#### Task objective:
Reproduce the top of the data verbatim, through and including the line that contains "For a GIS import: Extract".

#### Provided material:
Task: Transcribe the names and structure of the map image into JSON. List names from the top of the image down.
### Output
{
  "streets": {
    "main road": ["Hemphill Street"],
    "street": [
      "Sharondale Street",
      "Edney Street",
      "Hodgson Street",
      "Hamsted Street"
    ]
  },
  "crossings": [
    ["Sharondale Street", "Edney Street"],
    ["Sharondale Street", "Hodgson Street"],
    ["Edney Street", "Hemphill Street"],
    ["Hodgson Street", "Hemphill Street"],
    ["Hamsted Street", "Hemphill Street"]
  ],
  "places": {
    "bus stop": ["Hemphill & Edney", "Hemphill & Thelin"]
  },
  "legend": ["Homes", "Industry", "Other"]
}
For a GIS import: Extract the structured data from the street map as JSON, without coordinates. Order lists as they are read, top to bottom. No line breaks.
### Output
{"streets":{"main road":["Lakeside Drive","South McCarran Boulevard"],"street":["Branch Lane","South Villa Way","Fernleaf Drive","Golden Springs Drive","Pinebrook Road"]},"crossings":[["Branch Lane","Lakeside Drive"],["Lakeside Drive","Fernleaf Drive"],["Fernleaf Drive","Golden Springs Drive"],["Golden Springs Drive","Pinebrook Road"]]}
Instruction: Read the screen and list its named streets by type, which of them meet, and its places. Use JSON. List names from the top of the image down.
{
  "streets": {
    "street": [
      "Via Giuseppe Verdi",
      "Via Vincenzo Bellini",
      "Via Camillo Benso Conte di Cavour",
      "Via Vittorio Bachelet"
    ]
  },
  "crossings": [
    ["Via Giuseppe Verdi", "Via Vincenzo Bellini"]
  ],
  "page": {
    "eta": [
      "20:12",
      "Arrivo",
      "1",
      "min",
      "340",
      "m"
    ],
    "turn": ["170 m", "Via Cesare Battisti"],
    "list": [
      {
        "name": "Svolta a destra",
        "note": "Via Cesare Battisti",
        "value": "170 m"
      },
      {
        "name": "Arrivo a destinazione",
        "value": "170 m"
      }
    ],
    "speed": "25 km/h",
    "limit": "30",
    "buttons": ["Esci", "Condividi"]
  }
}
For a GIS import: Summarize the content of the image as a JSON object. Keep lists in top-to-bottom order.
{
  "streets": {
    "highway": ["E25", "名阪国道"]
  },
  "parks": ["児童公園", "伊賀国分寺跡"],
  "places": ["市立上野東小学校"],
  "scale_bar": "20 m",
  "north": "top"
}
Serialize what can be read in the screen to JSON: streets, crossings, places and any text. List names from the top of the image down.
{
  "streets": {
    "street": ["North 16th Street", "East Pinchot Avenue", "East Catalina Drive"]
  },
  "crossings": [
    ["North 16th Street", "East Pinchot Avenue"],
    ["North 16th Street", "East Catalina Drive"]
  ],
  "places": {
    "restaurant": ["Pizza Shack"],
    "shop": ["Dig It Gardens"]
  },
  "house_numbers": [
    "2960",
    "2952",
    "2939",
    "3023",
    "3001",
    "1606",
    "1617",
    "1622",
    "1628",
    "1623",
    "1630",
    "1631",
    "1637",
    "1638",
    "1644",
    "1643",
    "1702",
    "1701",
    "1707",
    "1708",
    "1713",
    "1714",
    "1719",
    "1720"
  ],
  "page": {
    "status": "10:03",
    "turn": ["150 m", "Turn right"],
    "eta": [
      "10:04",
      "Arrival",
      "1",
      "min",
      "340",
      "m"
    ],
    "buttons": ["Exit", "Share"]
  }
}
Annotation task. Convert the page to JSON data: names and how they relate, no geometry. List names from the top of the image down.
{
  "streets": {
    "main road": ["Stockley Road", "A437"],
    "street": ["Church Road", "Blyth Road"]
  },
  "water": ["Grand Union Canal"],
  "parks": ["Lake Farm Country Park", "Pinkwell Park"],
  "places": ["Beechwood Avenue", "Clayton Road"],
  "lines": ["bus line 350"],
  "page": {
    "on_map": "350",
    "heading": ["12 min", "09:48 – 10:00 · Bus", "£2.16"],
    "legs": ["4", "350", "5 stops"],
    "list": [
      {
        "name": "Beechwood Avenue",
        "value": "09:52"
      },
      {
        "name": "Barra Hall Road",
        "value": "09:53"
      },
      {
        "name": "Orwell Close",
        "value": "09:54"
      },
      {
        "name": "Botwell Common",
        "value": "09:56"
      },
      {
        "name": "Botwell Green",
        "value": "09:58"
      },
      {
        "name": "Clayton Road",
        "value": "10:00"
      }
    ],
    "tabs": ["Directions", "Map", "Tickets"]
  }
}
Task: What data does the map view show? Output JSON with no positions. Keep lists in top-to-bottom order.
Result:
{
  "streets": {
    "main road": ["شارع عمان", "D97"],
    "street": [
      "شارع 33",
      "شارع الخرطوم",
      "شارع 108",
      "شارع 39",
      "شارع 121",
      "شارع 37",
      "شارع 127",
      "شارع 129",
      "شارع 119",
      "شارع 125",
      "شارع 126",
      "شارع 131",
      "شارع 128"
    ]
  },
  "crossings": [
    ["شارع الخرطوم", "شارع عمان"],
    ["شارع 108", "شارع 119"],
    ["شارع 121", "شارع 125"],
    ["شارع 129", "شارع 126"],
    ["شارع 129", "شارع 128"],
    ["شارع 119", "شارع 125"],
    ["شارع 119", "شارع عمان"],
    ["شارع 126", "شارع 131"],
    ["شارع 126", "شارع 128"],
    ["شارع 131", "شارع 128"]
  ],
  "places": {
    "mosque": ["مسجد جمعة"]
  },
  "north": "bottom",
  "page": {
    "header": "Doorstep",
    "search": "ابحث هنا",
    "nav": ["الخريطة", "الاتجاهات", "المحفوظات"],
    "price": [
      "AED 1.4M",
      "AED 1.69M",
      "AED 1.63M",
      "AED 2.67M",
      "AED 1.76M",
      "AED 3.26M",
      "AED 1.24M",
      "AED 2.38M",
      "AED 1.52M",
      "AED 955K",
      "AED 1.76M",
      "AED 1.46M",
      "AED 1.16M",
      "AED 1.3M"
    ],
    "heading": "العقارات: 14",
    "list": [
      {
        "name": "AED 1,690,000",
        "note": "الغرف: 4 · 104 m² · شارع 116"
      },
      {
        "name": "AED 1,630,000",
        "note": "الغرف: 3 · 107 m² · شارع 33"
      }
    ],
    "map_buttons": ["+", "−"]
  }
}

#### Answer to this problem:
Task: Transcribe the names and structure of the map image into JSON. List names from the top of the image down.
### Output
{
  "streets": {
    "main road": ["Hemphill Street"],
    "street": [
      "Sharondale Street",
      "Edney Street",
      "Hodgson Street",
      "Hamsted Street"
    ]
  },
  "crossings": [
    ["Sharondale Street", "Edney Street"],
    ["Sharondale Street", "Hodgson Street"],
    ["Edney Street", "Hemphill Street"],
    ["Hodgson Street", "Hemphill Street"],
    ["Hamsted Street", "Hemphill Street"]
  ],
  "places": {
    "bus stop": ["Hemphill & Edney", "Hemphill & Thelin"]
  },
  "legend": ["Homes", "Industry", "Other"]
}
For a GIS import: Extract the structured data from the street map as JSON, without coordinates. Order lists as they are read, top to bottom. No line breaks.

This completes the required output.